Collected data
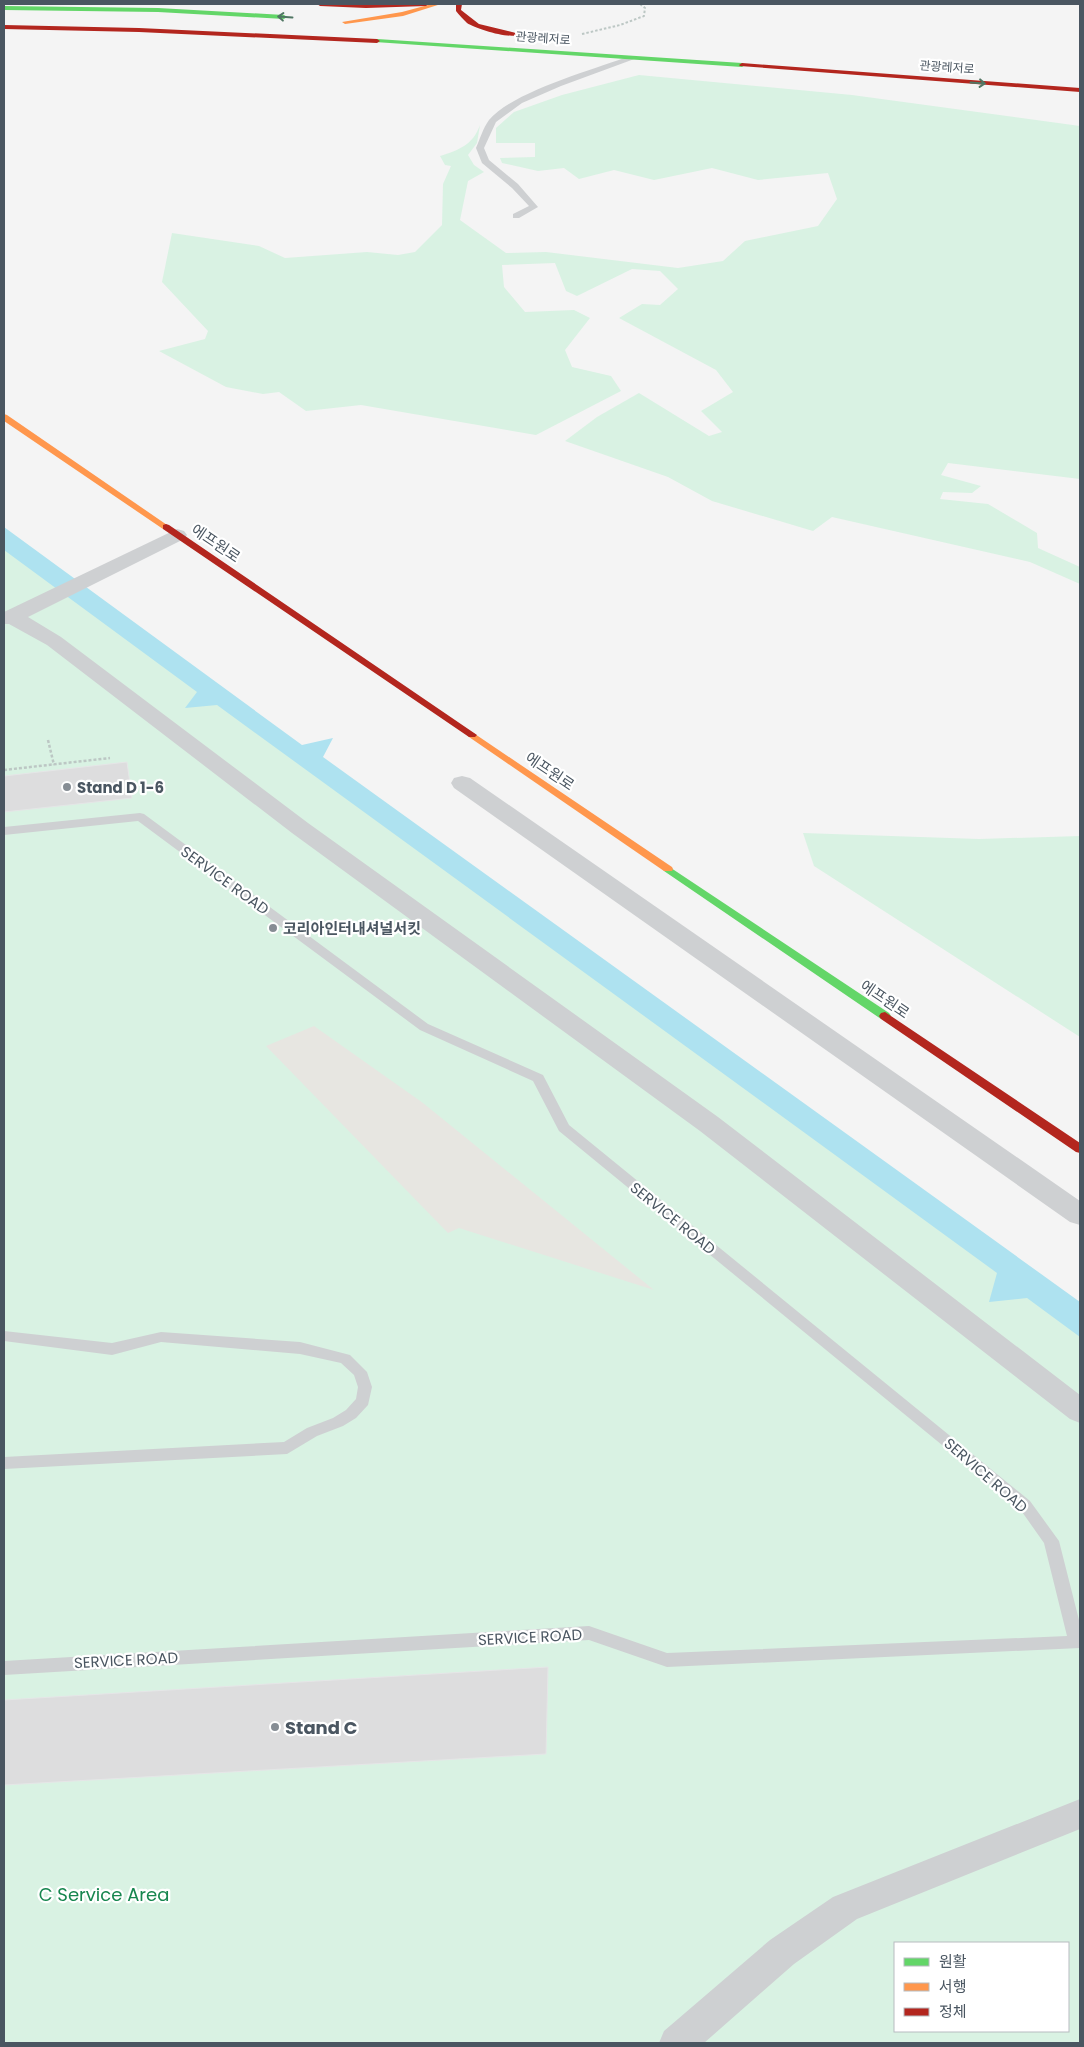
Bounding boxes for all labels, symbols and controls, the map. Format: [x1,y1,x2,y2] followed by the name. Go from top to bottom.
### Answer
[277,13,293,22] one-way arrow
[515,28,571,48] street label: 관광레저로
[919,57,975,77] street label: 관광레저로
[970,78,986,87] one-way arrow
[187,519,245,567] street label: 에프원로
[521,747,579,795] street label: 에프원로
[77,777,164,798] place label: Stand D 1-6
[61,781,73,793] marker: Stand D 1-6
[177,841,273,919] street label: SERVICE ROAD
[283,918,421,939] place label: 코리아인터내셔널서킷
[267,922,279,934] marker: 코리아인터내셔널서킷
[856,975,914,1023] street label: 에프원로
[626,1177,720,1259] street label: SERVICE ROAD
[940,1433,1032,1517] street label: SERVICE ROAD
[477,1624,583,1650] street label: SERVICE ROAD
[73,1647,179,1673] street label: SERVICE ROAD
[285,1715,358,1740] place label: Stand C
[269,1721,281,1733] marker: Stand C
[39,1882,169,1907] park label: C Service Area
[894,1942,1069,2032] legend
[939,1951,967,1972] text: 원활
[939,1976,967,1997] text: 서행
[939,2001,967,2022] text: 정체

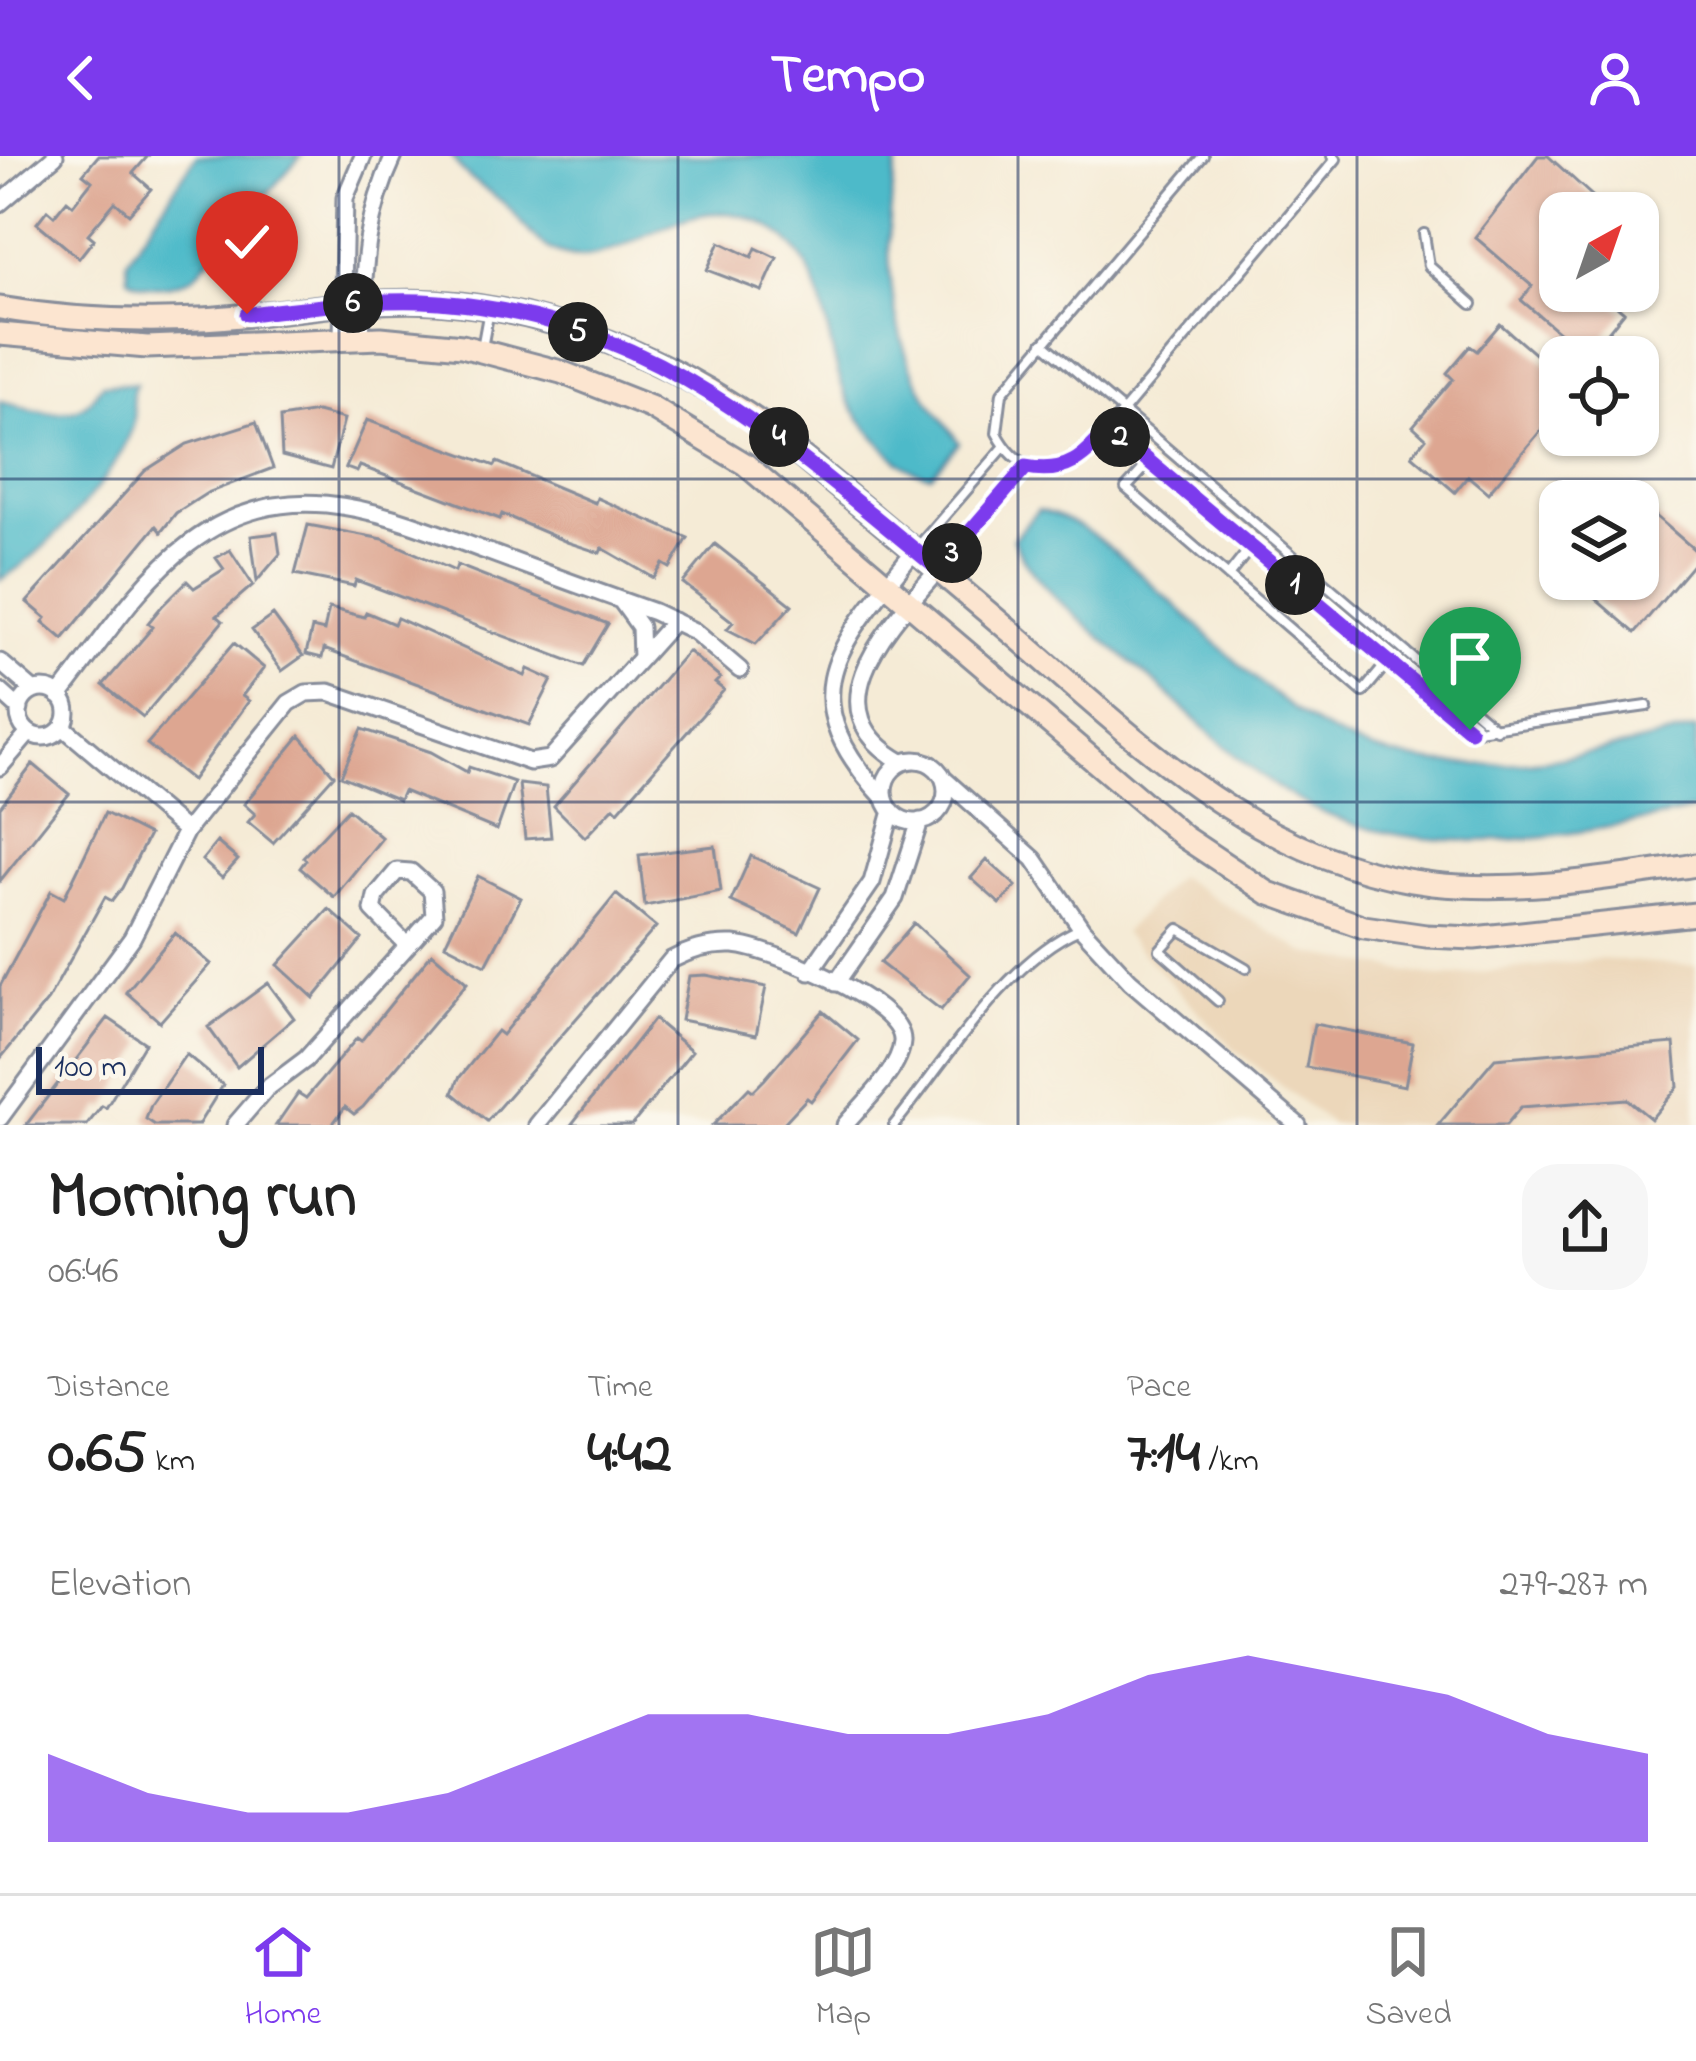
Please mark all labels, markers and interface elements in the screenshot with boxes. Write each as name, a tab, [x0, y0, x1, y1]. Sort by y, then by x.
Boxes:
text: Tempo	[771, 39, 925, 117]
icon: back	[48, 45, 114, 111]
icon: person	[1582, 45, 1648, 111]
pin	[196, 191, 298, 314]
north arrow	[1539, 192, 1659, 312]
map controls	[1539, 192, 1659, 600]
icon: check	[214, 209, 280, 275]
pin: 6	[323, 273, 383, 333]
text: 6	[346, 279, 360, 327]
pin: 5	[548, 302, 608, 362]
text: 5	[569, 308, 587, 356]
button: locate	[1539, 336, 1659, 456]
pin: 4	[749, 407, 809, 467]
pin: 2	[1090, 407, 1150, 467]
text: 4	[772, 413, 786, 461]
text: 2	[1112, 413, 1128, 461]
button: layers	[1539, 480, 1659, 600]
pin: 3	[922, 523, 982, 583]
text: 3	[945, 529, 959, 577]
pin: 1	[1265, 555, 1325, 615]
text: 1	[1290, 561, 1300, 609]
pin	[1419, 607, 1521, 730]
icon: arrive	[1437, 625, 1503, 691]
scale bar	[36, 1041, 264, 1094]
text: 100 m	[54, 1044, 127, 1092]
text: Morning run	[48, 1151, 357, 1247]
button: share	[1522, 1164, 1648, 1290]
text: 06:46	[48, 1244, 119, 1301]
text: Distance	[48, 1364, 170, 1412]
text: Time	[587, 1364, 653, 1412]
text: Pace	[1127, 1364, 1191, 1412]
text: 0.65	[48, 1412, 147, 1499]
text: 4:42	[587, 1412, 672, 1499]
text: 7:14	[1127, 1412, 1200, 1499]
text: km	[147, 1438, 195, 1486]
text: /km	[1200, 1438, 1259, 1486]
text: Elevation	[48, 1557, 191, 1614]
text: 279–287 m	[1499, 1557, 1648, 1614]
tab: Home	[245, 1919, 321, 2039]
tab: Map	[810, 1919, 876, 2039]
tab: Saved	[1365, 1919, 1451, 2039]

Aim of the exercise:
Would you transcribe all of the data exactly, apart from its pictures?

Written solution:
Bounding boxes for all labels, symbols and controls, the map. Format: [x1,y1,x2,y2] followed by the name. Go from top to bottom.
### Answer
[277,13,293,22] one-way arrow
[515,28,571,48] street label: 관광레저로
[919,57,975,77] street label: 관광레저로
[970,78,986,87] one-way arrow
[187,519,245,567] street label: 에프원로
[521,747,579,795] street label: 에프원로
[77,777,164,798] place label: Stand D 1-6
[61,781,73,793] marker: Stand D 1-6
[177,841,273,919] street label: SERVICE ROAD
[283,918,421,939] place label: 코리아인터내셔널서킷
[267,922,279,934] marker: 코리아인터내셔널서킷
[856,975,914,1023] street label: 에프원로
[626,1177,720,1259] street label: SERVICE ROAD
[940,1433,1032,1517] street label: SERVICE ROAD
[477,1624,583,1650] street label: SERVICE ROAD
[73,1647,179,1673] street label: SERVICE ROAD
[285,1715,358,1740] place label: Stand C
[269,1721,281,1733] marker: Stand C
[39,1882,169,1907] park label: C Service Area
[894,1942,1069,2032] legend
[939,1951,967,1972] text: 원활
[939,1976,967,1997] text: 서행
[939,2001,967,2022] text: 정체

Please mark all labels, markers and interface elements in the screenshot with boxes. Write each as name, a tab, [x0, y0, x1, y1]. Sort by y, then by x.
Boxes:
text: Tempo	[771, 39, 925, 117]
icon: back	[48, 45, 114, 111]
icon: person	[1582, 45, 1648, 111]
pin	[196, 191, 298, 314]
north arrow	[1539, 192, 1659, 312]
map controls	[1539, 192, 1659, 600]
icon: check	[214, 209, 280, 275]
pin: 6	[323, 273, 383, 333]
text: 6	[346, 279, 360, 327]
pin: 5	[548, 302, 608, 362]
text: 5	[569, 308, 587, 356]
button: locate	[1539, 336, 1659, 456]
pin: 4	[749, 407, 809, 467]
pin: 2	[1090, 407, 1150, 467]
text: 4	[772, 413, 786, 461]
text: 2	[1112, 413, 1128, 461]
button: layers	[1539, 480, 1659, 600]
pin: 3	[922, 523, 982, 583]
text: 3	[945, 529, 959, 577]
pin: 1	[1265, 555, 1325, 615]
text: 1	[1290, 561, 1300, 609]
pin	[1419, 607, 1521, 730]
icon: arrive	[1437, 625, 1503, 691]
scale bar	[36, 1041, 264, 1094]
text: 100 m	[54, 1044, 127, 1092]
text: Morning run	[48, 1151, 357, 1247]
button: share	[1522, 1164, 1648, 1290]
text: 06:46	[48, 1244, 119, 1301]
text: Distance	[48, 1364, 170, 1412]
text: Time	[587, 1364, 653, 1412]
text: Pace	[1127, 1364, 1191, 1412]
text: 0.65	[48, 1412, 147, 1499]
text: 4:42	[587, 1412, 672, 1499]
text: 7:14	[1127, 1412, 1200, 1499]
text: km	[147, 1438, 195, 1486]
text: /km	[1200, 1438, 1259, 1486]
text: Elevation	[48, 1557, 191, 1614]
text: 279–287 m	[1499, 1557, 1648, 1614]
tab: Home	[245, 1919, 321, 2039]
tab: Map	[810, 1919, 876, 2039]
tab: Saved	[1365, 1919, 1451, 2039]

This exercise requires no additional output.